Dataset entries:

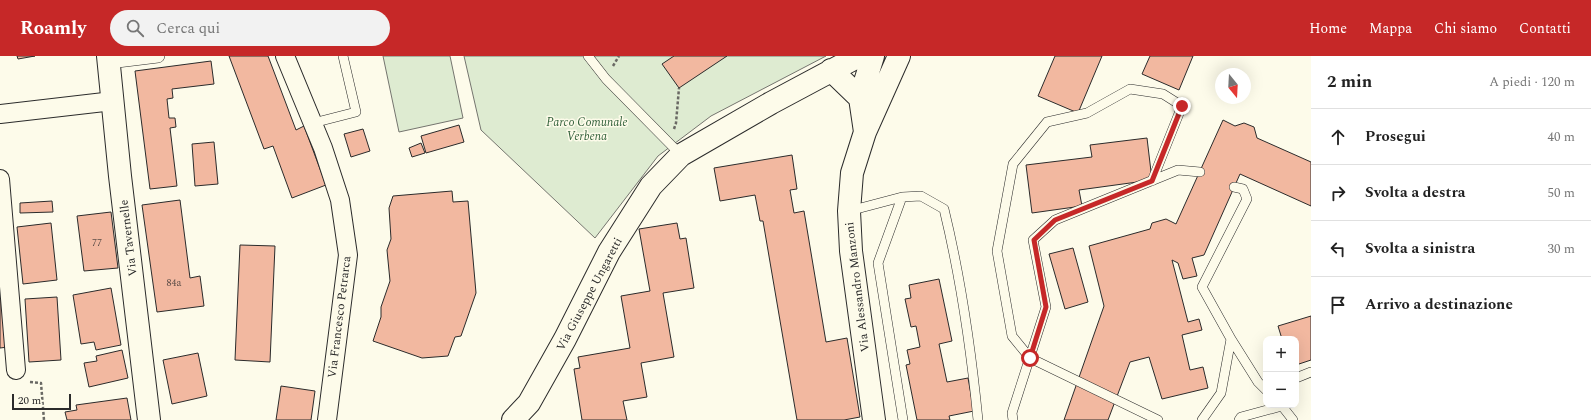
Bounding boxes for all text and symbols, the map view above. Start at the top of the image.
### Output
search box [110,10,390,46]
text: Roamly [20,14,86,43]
icon: search [124,17,146,39]
text: Cerca qui [156,17,220,40]
text: Home [1309,18,1347,39]
text: Mappa [1369,18,1412,39]
text: Chi siamo [1434,18,1497,39]
text: Contatti [1519,18,1571,39]
north arrow [1215,68,1251,104]
text: 2 min [1327,69,1372,95]
text: A piedi · 120 m [1489,72,1575,92]
route end [1173,97,1191,115]
park label: Parco Comunale Verbena [546,113,628,146]
text: Prosegui [1365,125,1426,148]
icon: ahead [1327,126,1349,148]
text: 40 m [1548,127,1575,147]
text: Svolta a destra [1365,181,1466,204]
icon: right [1327,182,1349,204]
text: 50 m [1548,183,1575,203]
street label: Via Tavernelle [114,198,143,277]
street label: Via Alessandro Manzoni [840,221,875,353]
street label: Via Giuseppe Ungaretti [551,234,628,354]
house number: 77 [92,235,102,251]
text: Svolta a sinistra [1365,237,1475,260]
icon: left [1327,238,1349,260]
text: 30 m [1548,239,1575,259]
street label: Via Francesco Petrarca [323,255,356,379]
house number: 84a [167,275,182,291]
text: Arrivo a destinazione [1365,293,1513,316]
icon: arrive [1327,294,1349,316]
map controls [1263,336,1299,408]
button: + [1263,336,1299,372]
route start [1021,349,1039,367]
button: − [1263,372,1299,408]
scale bar [12,392,71,411]
text: 20 m [18,392,41,409]

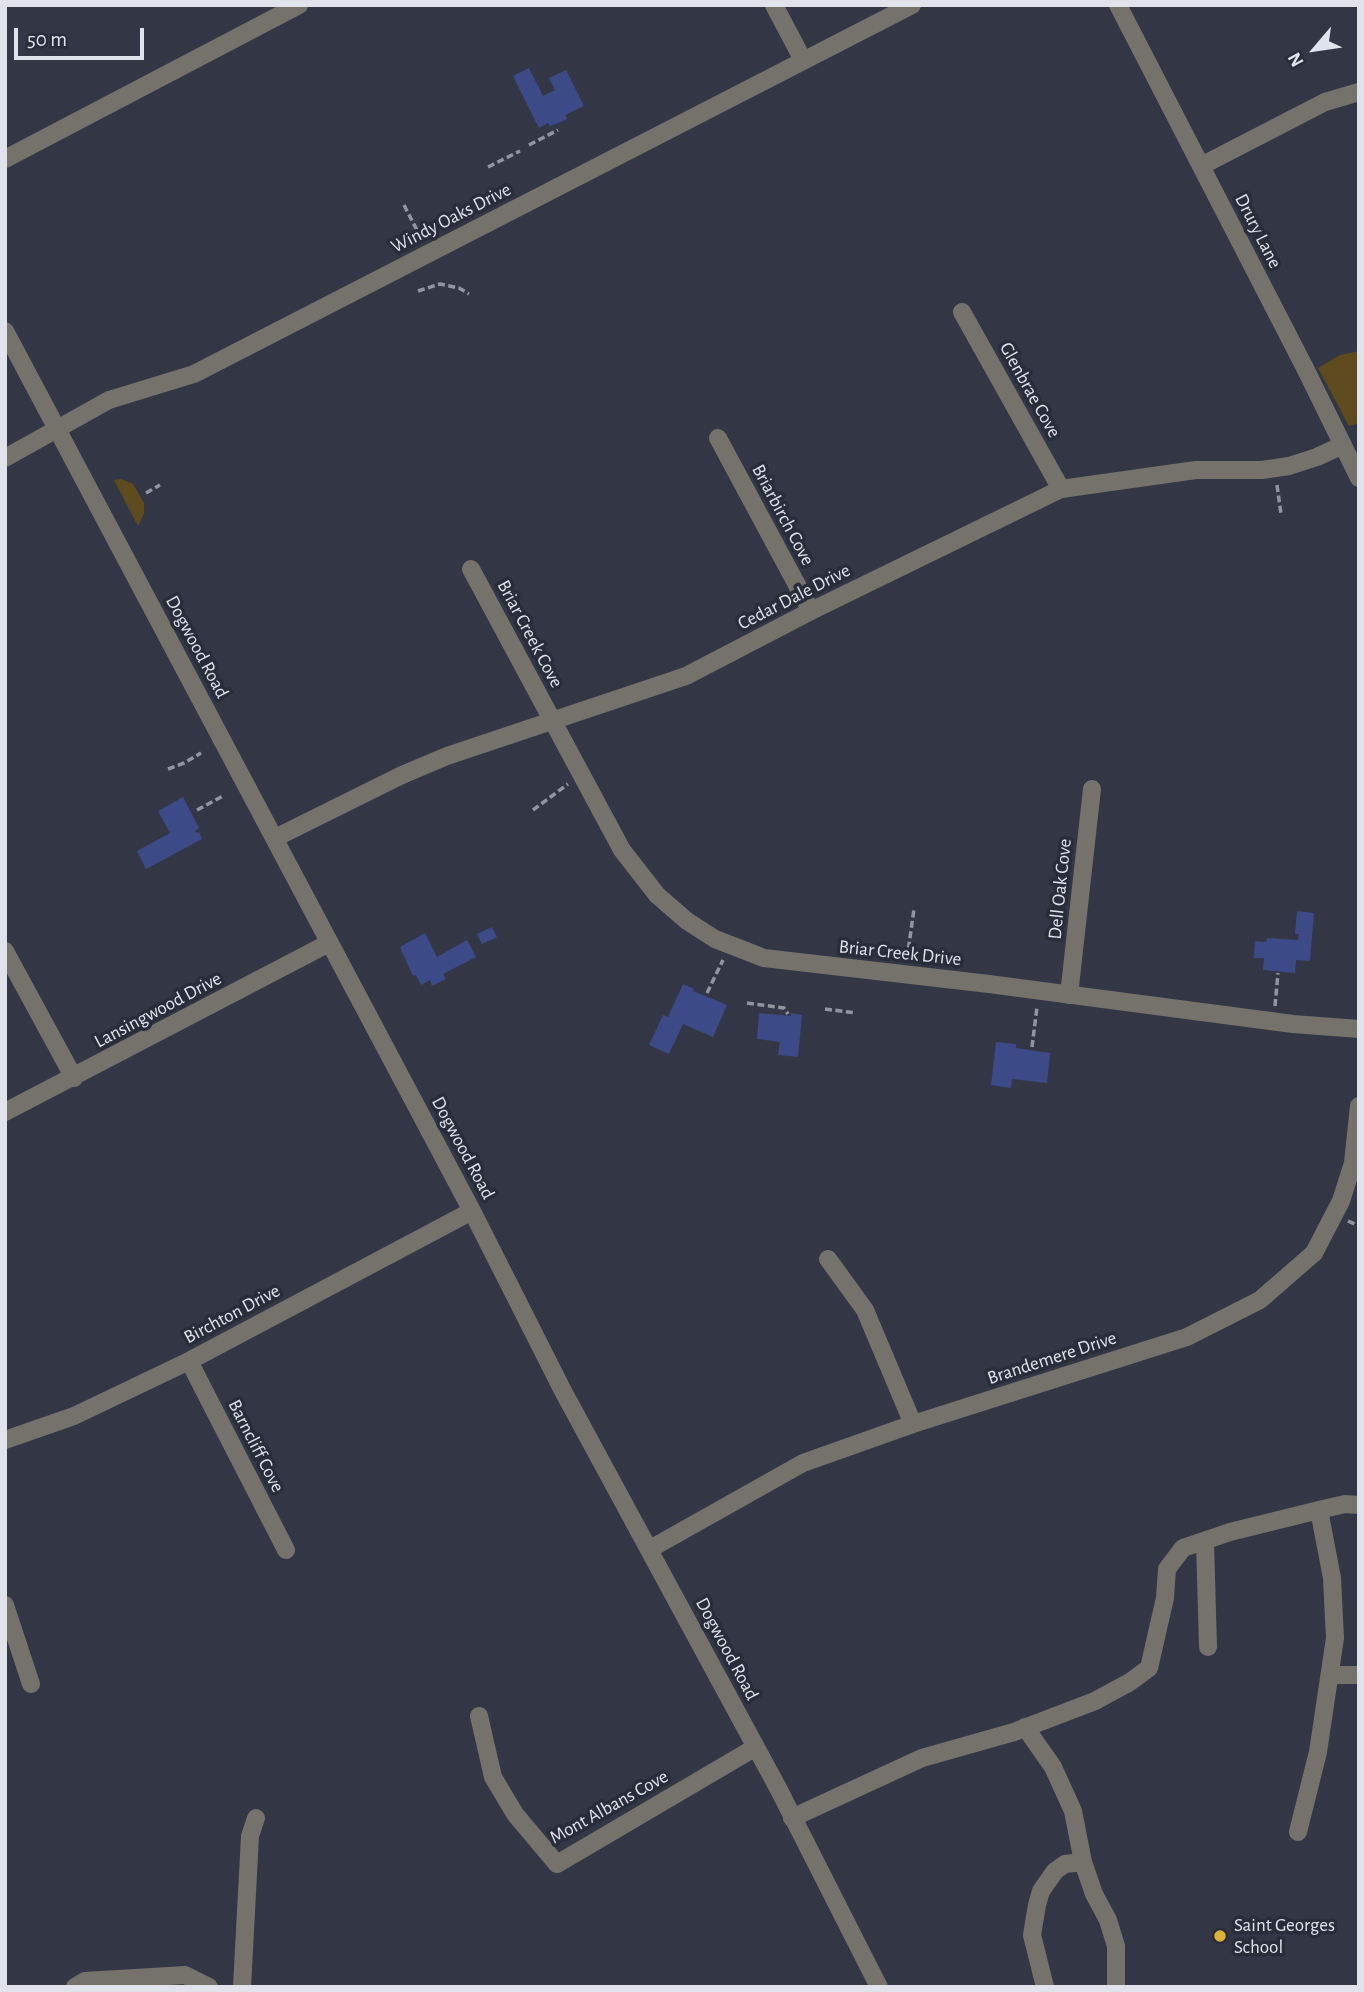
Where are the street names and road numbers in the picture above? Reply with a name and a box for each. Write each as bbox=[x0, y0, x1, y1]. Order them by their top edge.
street label: Windy Oaks Drive bbox=[387, 178, 515, 258]
street label: Drury Lane bbox=[1230, 190, 1286, 272]
street label: Glenbrae Cove bbox=[994, 338, 1066, 442]
street label: Briarbirch Cove bbox=[747, 460, 819, 570]
street label: Cedar Dale Drive bbox=[734, 559, 854, 635]
street label: Briar Creek Cove bbox=[492, 576, 568, 692]
street label: Dogwood Road bbox=[160, 592, 234, 702]
street label: Dell Oak Cove bbox=[1043, 837, 1077, 941]
street label: Briar Creek Drive bbox=[838, 935, 962, 971]
street label: Lansingwood Drive bbox=[91, 967, 225, 1053]
street label: Dogwood Road bbox=[426, 1093, 500, 1203]
street label: Birchton Drive bbox=[180, 1279, 284, 1349]
street label: Brandemere Drive bbox=[985, 1326, 1119, 1390]
street label: Barncliff Cove bbox=[223, 1396, 289, 1496]
street label: Dogwood Road bbox=[690, 1594, 764, 1704]
street label: Mont Albans Cove bbox=[546, 1765, 672, 1849]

**DIRECTIONS FOR THIS TASK:**
From the first line to the last, restate the entries exactly, without pictures.

**SOLUTION TO THIS PROBLEM:**
Bounding boxes for all text and symbols, the map view above. Start at the top of the image.
### Output
search box [110,10,390,46]
text: Roamly [20,14,86,43]
icon: search [124,17,146,39]
text: Cerca qui [156,17,220,40]
text: Home [1309,18,1347,39]
text: Mappa [1369,18,1412,39]
text: Chi siamo [1434,18,1497,39]
text: Contatti [1519,18,1571,39]
north arrow [1215,68,1251,104]
text: 2 min [1327,69,1372,95]
text: A piedi · 120 m [1489,72,1575,92]
route end [1173,97,1191,115]
park label: Parco Comunale Verbena [546,113,628,146]
text: Prosegui [1365,125,1426,148]
icon: ahead [1327,126,1349,148]
text: 40 m [1548,127,1575,147]
text: Svolta a destra [1365,181,1466,204]
icon: right [1327,182,1349,204]
text: 50 m [1548,183,1575,203]
street label: Via Tavernelle [114,198,143,277]
street label: Via Alessandro Manzoni [840,221,875,353]
street label: Via Giuseppe Ungaretti [551,234,628,354]
house number: 77 [92,235,102,251]
text: Svolta a sinistra [1365,237,1475,260]
icon: left [1327,238,1349,260]
text: 30 m [1548,239,1575,259]
street label: Via Francesco Petrarca [323,255,356,379]
house number: 84a [167,275,182,291]
text: Arrivo a destinazione [1365,293,1513,316]
icon: arrive [1327,294,1349,316]
map controls [1263,336,1299,408]
button: + [1263,336,1299,372]
route start [1021,349,1039,367]
button: − [1263,372,1299,408]
scale bar [12,392,71,411]
text: 20 m [18,392,41,409]

Where are the street names and road numbers in the picture above? Reply with a name and a box for each. Write each as bbox=[x0, y0, x1, y1]. Order them by their top edge.
street label: Windy Oaks Drive bbox=[387, 178, 515, 258]
street label: Drury Lane bbox=[1230, 190, 1286, 272]
street label: Glenbrae Cove bbox=[994, 338, 1066, 442]
street label: Briarbirch Cove bbox=[747, 460, 819, 570]
street label: Cedar Dale Drive bbox=[734, 559, 854, 635]
street label: Briar Creek Cove bbox=[492, 576, 568, 692]
street label: Dogwood Road bbox=[160, 592, 234, 702]
street label: Dell Oak Cove bbox=[1043, 837, 1077, 941]
street label: Briar Creek Drive bbox=[838, 935, 962, 971]
street label: Lansingwood Drive bbox=[91, 967, 225, 1053]
street label: Dogwood Road bbox=[426, 1093, 500, 1203]
street label: Birchton Drive bbox=[180, 1279, 284, 1349]
street label: Brandemere Drive bbox=[985, 1326, 1119, 1390]
street label: Barncliff Cove bbox=[223, 1396, 289, 1496]
street label: Dogwood Road bbox=[690, 1594, 764, 1704]
street label: Mont Albans Cove bbox=[546, 1765, 672, 1849]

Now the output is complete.